Removing duplicate values

Talend Data Fabric Getting Started Guide

EnrichVersion
6.1
EnrichProdName
Talend Data Fabric
task
Data Governance
Design and Development
Data Quality and Preparation
EnrichPlatform
Talend Studio

After analyzing the email and postal columns using simple statistics indicators, the analysis results show the number of duplicate records in the columns. You can generate a ready-to-use Job on the analysis results. This Job removes duplicate values in the selected column.

To remove duplicate values from the email column:

  1. In the Profiling perspective, click Analysis Results at the bottom of the editor.

  2. In the Simple Statistics results of the email column, right-click the duplicate count bar in the chart and select Remove duplicates.

    The Integration perspective opens in the studio showing the generated Job with the corresponding components.

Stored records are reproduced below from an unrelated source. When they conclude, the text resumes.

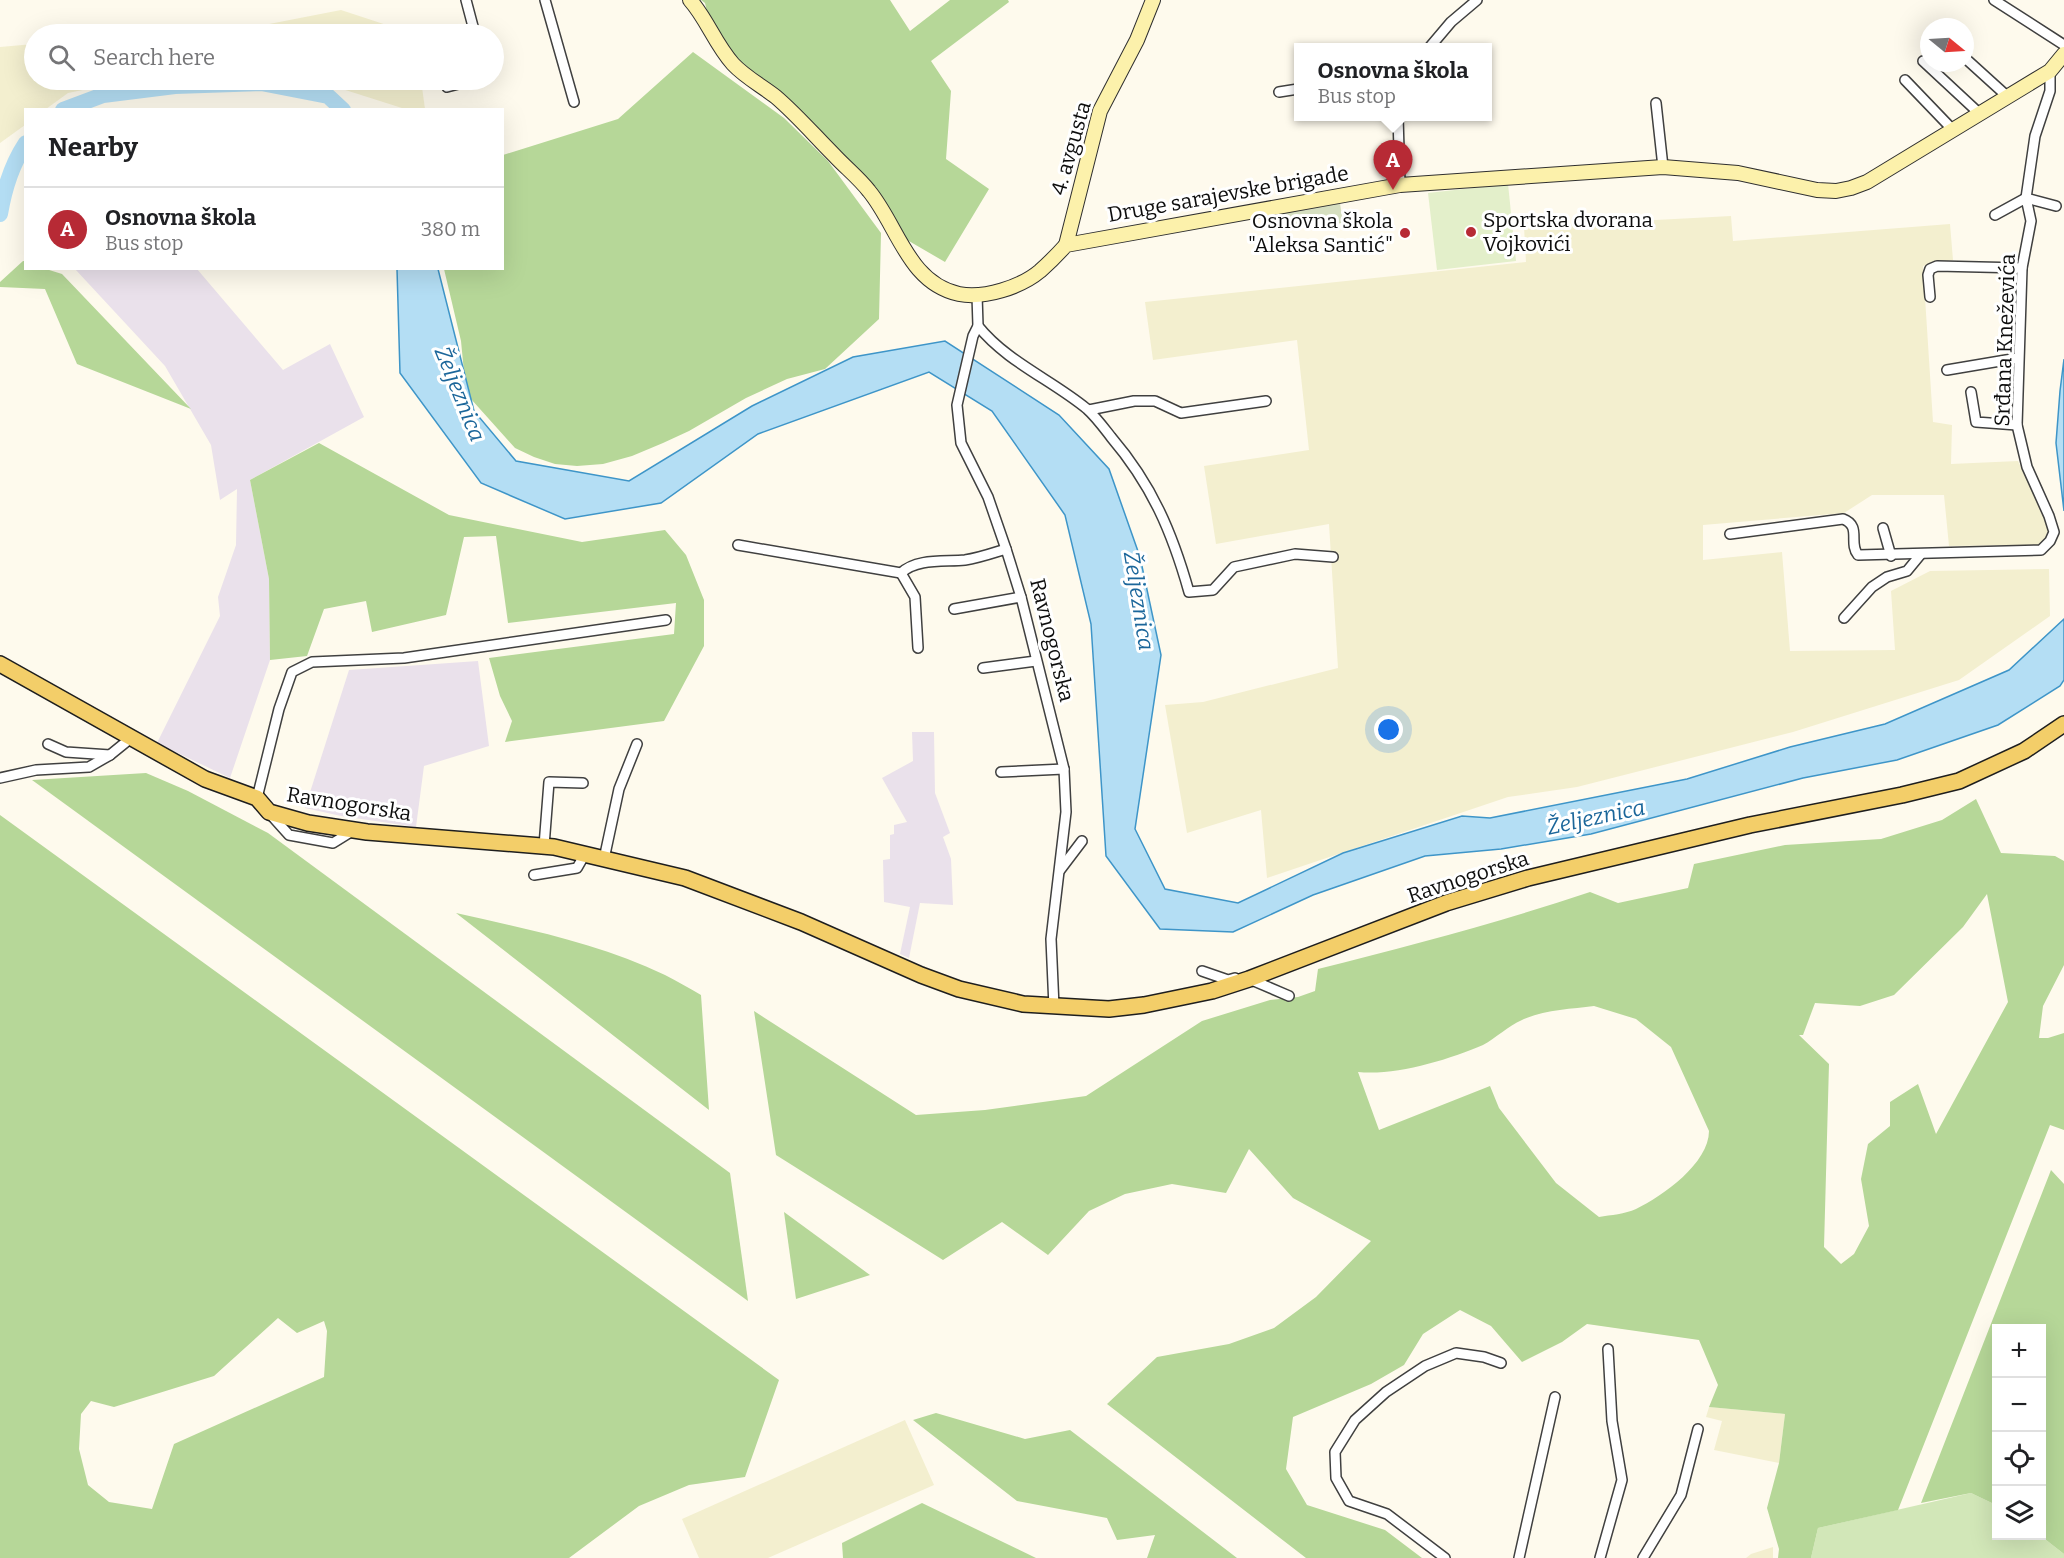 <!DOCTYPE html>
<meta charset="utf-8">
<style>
body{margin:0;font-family:Bitter,serif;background:#f2f2f2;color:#202124}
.controls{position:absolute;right:18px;bottom:18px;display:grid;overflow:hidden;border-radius:0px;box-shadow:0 6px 24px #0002}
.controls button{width:54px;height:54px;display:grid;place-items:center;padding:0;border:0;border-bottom:2px solid #e0e0e0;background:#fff;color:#202124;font:30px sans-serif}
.compass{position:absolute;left:1920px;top:18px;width:54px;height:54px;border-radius:50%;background:#fff;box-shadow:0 6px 24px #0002;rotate:108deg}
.you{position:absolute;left:1389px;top:730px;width:21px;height:21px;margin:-15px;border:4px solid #fff;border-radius:50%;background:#1a73e8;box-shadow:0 0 0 9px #1a73e833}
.badge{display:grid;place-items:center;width:39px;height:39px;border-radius:50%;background:#b72a35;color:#fff;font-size:20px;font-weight:700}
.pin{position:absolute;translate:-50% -50px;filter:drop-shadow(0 2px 3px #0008)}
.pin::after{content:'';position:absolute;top:32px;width:21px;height:18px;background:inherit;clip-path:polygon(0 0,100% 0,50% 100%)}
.popup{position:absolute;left:1294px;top:43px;width:198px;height:78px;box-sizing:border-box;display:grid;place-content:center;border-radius:0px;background:#fff;filter:drop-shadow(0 2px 4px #0005);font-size:20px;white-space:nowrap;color:#757577}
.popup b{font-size:22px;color:#202124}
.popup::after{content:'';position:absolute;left:50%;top:100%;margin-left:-12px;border:12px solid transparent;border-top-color:#fff}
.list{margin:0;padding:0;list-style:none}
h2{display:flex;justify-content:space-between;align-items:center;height:78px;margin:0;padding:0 24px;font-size:26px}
h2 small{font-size:20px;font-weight:400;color:#757577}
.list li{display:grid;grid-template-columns:39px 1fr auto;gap:18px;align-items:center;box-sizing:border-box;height:84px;padding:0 24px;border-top:2px solid #e0e0e0}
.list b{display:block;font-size:22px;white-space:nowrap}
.list p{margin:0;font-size:20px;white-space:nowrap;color:#757577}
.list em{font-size:20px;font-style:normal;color:#757577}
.icon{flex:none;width:33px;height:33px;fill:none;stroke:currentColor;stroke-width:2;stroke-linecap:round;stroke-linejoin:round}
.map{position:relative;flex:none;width:2064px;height:1558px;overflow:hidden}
.search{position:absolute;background:#fff;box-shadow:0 6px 24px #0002;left:24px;top:24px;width:480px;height:66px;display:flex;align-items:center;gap:15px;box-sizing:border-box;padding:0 21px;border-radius:33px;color:#757577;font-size:22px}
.panel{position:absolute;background:#fff;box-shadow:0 6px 24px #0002;left:24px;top:108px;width:480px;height:162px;border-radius:0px}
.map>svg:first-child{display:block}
.industrial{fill:#eae1eb}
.farmland{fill:#f3efcf}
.green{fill:#d2e7b8}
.forest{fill:#b6d798;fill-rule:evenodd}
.cemetery{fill:#d6dfc0}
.pitch{fill:#e3efca}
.water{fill:#b4def4;stroke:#3e95c8;stroke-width:1.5}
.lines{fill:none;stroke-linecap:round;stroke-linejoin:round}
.river{stroke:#b4def4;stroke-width:16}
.street-casing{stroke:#404040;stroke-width:12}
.secondary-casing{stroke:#2f2f2f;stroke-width:16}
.primary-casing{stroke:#1e1e1e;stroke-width:18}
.street{stroke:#fff;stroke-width:9}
.secondary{stroke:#fcf1ab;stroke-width:14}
.primary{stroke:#f3ce69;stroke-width:15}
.poi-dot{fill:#b72a35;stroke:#fff;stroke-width:2}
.labels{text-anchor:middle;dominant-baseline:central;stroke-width:6;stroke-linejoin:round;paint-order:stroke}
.street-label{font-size:21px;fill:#0d0d0d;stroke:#fff}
.poi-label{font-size:21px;fill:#0d0d0d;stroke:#fff;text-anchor:start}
.water-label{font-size:22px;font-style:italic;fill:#1b669a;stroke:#fff}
</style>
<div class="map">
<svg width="2064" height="1558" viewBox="0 0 2064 1558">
<rect width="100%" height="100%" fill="#fefaed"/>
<g class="industrial">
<path d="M75 269H197L283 370 330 344 364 417 250 480 269 579 270 660 230 778 157 743 220 616 218 597 236 545 237 489 220 500 211 445 165 366Z"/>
<path d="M478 661 489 746 424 766 416 827 341 816 305 808 349 670Z"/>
<path d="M912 732H934L935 793 950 833 943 837 951 859 953 905 920 903 909 958 900 954 910 907 884 902 883 860 890 859V835L894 834V825L907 822 882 778 913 761Z"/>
</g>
<g class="farmland">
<path d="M341 10 414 34H151L264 25Z"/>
<path d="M34 44V80H132L68 93 46 109 26 110 25 125 0 143V47Z"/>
<path d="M314 80H421L425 109H405Z"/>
<path d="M1731 216 1733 241 1950 224 1953 260 1923 266 1933 422 1952 425 1951 464 2018 461 2049 527 2043 545 1949 546 1944 495H1872L1844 513 1703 525V560L1782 552 1790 651 1895 650 1891 591 1930 571 2049 569 2050 616 1959 680 1793 732 1577 787 1508 797 1267 878 1261 810 1187 833 1165 705 1203 702 1338 668 1329 524 1216 544 1204 466 1309 450 1297 340 1153 360 1145 302 1526 262 1524 227Z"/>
<path d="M1709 1407 1785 1414 1779 1463 1714 1450 1722 1421 1706 1417Z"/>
<path d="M905 1420 934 1485 768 1558H699L682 1519Z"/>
<path d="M1773 1547V1558H1746L1751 1554Z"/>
</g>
<path class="green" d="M1971 1493 1996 1505V1536H2041L2064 1554V1558H1811L1818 1528Z"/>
<g class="forest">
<path d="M701 0H890L910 31 950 0H1008L1009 2 931 61 951 91 946 159 989 189 945 262 902 237 870 185 746 67 721 40 708 16 705 3Z"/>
<path d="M693 52 784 118 828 161 881 233 879 319 825 369 787 379 746 398 689 431 663 443 632 456 603 464 577 466 555 464 534 457 515 448 471 399 464 372 461 341 444 269 502 268 503 155 618 119Z"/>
<path d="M23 261H25L26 268 46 269 62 274 191 409 77 364 45 289 0 287V282Z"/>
<path d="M319 443 449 515 582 542 665 530 686 555 704 600V646L664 721 505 742 512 721 500 696 489 658 674 634 676 603 508 623 496 536 464 537 446 615 372 632 366 601 324 609 307 656 270 660 269 579 250 480Z"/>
<path d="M146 773 188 791 268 833 730 1173 748 1301 32 780Z"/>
<path d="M1976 799 2001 853 2055 856 2064 861V965L2043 1006 2039 1038H2048L2064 1033V1130L2050 1125 1898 1510 1818 1528 1811 1558H1778L1779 1549 1767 1508 1779 1463 1785 1414 1709 1407 1718 1385 1699 1340 1587 1324 1562 1342 1522 1362 1491 1326 1460 1310 1423 1334 1404 1365 1371 1384 1293 1417 1286 1469 1307 1505 1385 1530 1422 1558H1306L1107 1404 1157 1357 1229 1344 1274 1328 1316 1297 1371 1241 1293 1198 1249 1149 1226 1193 1172 1184 1125 1194 1089 1211 1048 1255 1002 1222 943 1260 776 1155 754 1011 916 1115 985 1110 1086 1096 1202 1021 1270 1000 1298 997 1315 991 1318 969C1409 946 1501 922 1590 892L1618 903 1688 888 1694 864 1785 845 1881 839 1942 820ZM1987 894 2008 1002 1936 1134 1918 1084 1890 1102V1126L1868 1144 1861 1179 1869 1226 1854 1254 1841 1264 1824 1247 1829 1064 1799 1035H1803L1815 1003 1860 1006 1894 995 1963 927ZM1594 1006 1636 1019 1671 1047 1709 1131C1709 1163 1663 1196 1636 1209 1625 1214 1611 1215 1599 1217L1556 1183 1499 1108 1490 1086 1379 1130 1358 1072C1395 1076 1448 1060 1483 1045 1496 1038 1508 1026 1522 1020 1543 1010 1571 1009 1594 1006Z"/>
<path d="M0 815 779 1380 745 1477 689 1485 639 1506 569 1558H0ZM278 1318 297 1333 324 1321 327 1331 324 1377 174 1444 152 1509 109 1502 88 1485 79 1449 81 1414 91 1401 114 1407 214 1376Z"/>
<path d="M456 913C526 929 599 943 665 975 677 981 689 988 701 995L709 1110Z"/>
<path d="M2051 1170 2064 1184V1554L2041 1536 2042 1328H1996V1505L1971 1493 1921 1503Z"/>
<path d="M784 1212 870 1275 796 1299Z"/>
<path d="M936 1413 1025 1439 1070 1430 1237 1558H1147L1155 1535 1117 1540 1107 1518 1017 1501 913 1420Z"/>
<path d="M922 1503 1036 1558H843L842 1543Z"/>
</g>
<path class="cemetery" d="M1340 203 1343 223 1268 230 1264 214Z"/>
<path class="pitch" d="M1508 184 1516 261 1437 270 1428 193Z"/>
<g class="water">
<path d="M397 269H438L474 411 516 461 629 481 752 406 853 357 945 341 1059 415 1109 469 1140 557 1161 655 1135 829 1165 889 1238 903 1343 853 1462 816 1490 818 1687 779 1790 747 1885 724 2009 670 2064 619V680L2060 686 1998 725 1897 760 1803 778 1591 834 1501 849 1425 856 1313 895 1233 932 1160 929 1106 856 1091 624 1065 515 992 411 929 372 758 434 661 503 565 519 481 483 400 373Z"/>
<path d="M2064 359V511L2056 443 2060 391Z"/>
</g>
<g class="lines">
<g class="river">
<path d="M63 110 103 95 175 86 261 83 328 96 343 110"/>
<path d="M0 214C4 190 12 164 26 143"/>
</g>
<defs>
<g id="street">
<path d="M466 0 475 34"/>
<path d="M545 0 574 102"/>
<path d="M1994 0 2064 45"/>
<path d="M1429 48 1451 22 1477 0"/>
<path d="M1965 58 2008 97"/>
<path d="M1923 61 1980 114"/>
<path d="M1905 80 1953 130"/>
<path d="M447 87 474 80"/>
<path d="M1279 92 1298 89"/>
<path d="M1656 103 1663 167"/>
<path d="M1398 116 1400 185"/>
<path d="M1995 215 2026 198 2056 206"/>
<path d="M977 295 978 326 973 336 957 405 961 443 988 497 1006 549 1021 597 1064 769 1066 812 1051 939 1054 1007"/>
<path d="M1930 297 1928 275 1930 269 1937 266 2022 268"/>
<path d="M978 326C1007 362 1052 380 1087 409 1096 417 1104 428 1111 437 1152 485 1172 532 1189 592L1213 590 1234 567 1295 554 1333 557"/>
<path d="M1947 370 2018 358"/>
<path d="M1971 392 1976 422 2017 425"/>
<path d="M1089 410 1134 401H1155L1181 413 1266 401"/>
<path d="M1883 528 1891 556"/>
<path d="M1730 534 1843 519C1862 526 1848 543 1858 555L2041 550 2050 541 2054 532 2049 516 2027 467 2017 425 2022 268 2031 221 2026 198 2035 136 2050 91V71"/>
<path d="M738 545 901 573C917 558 944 562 965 560 979 558 993 553 1006 549"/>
<path d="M901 573 915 597 918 648"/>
<path d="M954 609 1021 597"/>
<path d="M1844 618 1872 587 1887 577 1907 571 1921 554"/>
<path d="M983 668 1036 661"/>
<path d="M48 744 66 752 110 755"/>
<path d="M1001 772 1064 769"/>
<path d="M0 778 36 770 89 767 110 755 131 738"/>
<path d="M257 798 279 709 292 672 312 662 404 658 666 620"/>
<path d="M271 815 289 835 333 843 354 830"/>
<path d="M544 846 549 782 583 783"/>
<path d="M604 859 619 789 637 744"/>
<path d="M1060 870 1082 841"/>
<path d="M534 875 577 868 585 854"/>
<path d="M1202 971 1228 980 1235 978"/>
<path d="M1247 978 1289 996"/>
<path d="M1445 1558 1387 1514 1349 1501 1336 1478 1335 1452 1355 1420 1386 1392 1425 1366 1456 1353 1484 1357 1501 1363"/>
<path d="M1519 1558 1555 1397"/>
<path d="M1600 1558 1622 1480 1612 1421 1608 1349"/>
<path d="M1643 1558 1681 1495 1698 1429"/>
</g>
<g id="secondary">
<path d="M690 0C707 19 715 44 733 64 745 77 762 86 776 97 797 115 815 136 834 155 845 167 859 178 869 191 898 226 908 283 959 294 984 299 1021 287 1040 271 1049 263 1058 254 1066 245L1400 185 1663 167 1738 173 1817 190 1836 191 1851 188 1867 182 2050 71 2064 54"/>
<path d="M1066 245 1100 111 1137 40 1153 0"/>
</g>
<path id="primary" d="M0 664 205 779 257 798 269 812 308 823 367 832 554 847 685 878 801 922 921 975 959 989 1023 1004 1109 1009 1144 1005 1212 991 1249 979 1446 903 1528 878 1750 825 1902 795 1959 781 2024 751 2064 724"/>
</defs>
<use href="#street" class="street-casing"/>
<use href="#secondary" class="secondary-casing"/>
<use href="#primary" class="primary-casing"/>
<use href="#street" class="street"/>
<use href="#secondary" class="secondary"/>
<use href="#primary" class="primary"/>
</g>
<g class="poi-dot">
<circle cx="1471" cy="232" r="6"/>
<circle cx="1405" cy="233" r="6"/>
</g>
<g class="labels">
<g class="street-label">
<text transform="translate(1071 148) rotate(-74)">4. avgusta</text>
<text transform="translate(1228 194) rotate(-10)">Druge sarajevske brigade</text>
<text transform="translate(2005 340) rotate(-88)">Srđana Kneževića</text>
<text transform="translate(1052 640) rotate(76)">Ravnogorska</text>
<text transform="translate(349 804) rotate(9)">Ravnogorska</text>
<text transform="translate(1468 877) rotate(-18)">Ravnogorska</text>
</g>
<g class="poi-label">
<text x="1483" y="220">Sportska dvorana<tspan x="1483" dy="24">Vojkovići</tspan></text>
<text x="1393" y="221" text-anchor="end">Osnovna škola<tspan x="1393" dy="24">"Aleksa Santić"</tspan></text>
</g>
<g class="water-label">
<text transform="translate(460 394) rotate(68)">Željeznica</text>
<text transform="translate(1139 601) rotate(81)">Željeznica</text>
<text transform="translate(1596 817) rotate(-12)">Željeznica</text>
</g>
</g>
</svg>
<div class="controls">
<button>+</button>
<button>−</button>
<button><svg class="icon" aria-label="locate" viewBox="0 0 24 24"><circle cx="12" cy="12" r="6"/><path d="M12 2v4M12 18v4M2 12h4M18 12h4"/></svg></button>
<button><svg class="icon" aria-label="layers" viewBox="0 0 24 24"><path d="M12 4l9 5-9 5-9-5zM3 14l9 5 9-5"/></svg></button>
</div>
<svg class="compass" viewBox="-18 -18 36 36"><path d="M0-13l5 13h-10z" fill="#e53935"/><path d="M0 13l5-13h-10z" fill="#757577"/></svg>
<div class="you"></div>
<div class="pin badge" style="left:1393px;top:190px">A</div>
<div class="popup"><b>Osnovna škola</b>Bus stop</div>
<div class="search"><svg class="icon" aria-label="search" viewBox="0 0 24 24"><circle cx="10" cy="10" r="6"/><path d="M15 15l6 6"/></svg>Search here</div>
<section class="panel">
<h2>Nearby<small></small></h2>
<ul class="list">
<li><span class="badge">A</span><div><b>Osnovna škola</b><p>Bus stop</p></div><em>380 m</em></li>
</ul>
</section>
</div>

For more information on such components, see Talend Components Reference Guide.

    The database input component and the tUniqueRow components are already configured according to your connection and the columns you are analyzing.

  3. Save the Job and press F6 to execute it.

    Duplicate values are written to the specified output database and file.

    You can follow the same procedure to remove duplicates from the postal column.

    For further information on using the Profiling perspective to identify and remove corrupt, incomplete or inaccurate data, see the chapter about data cleansing in Talend Studio User Guide.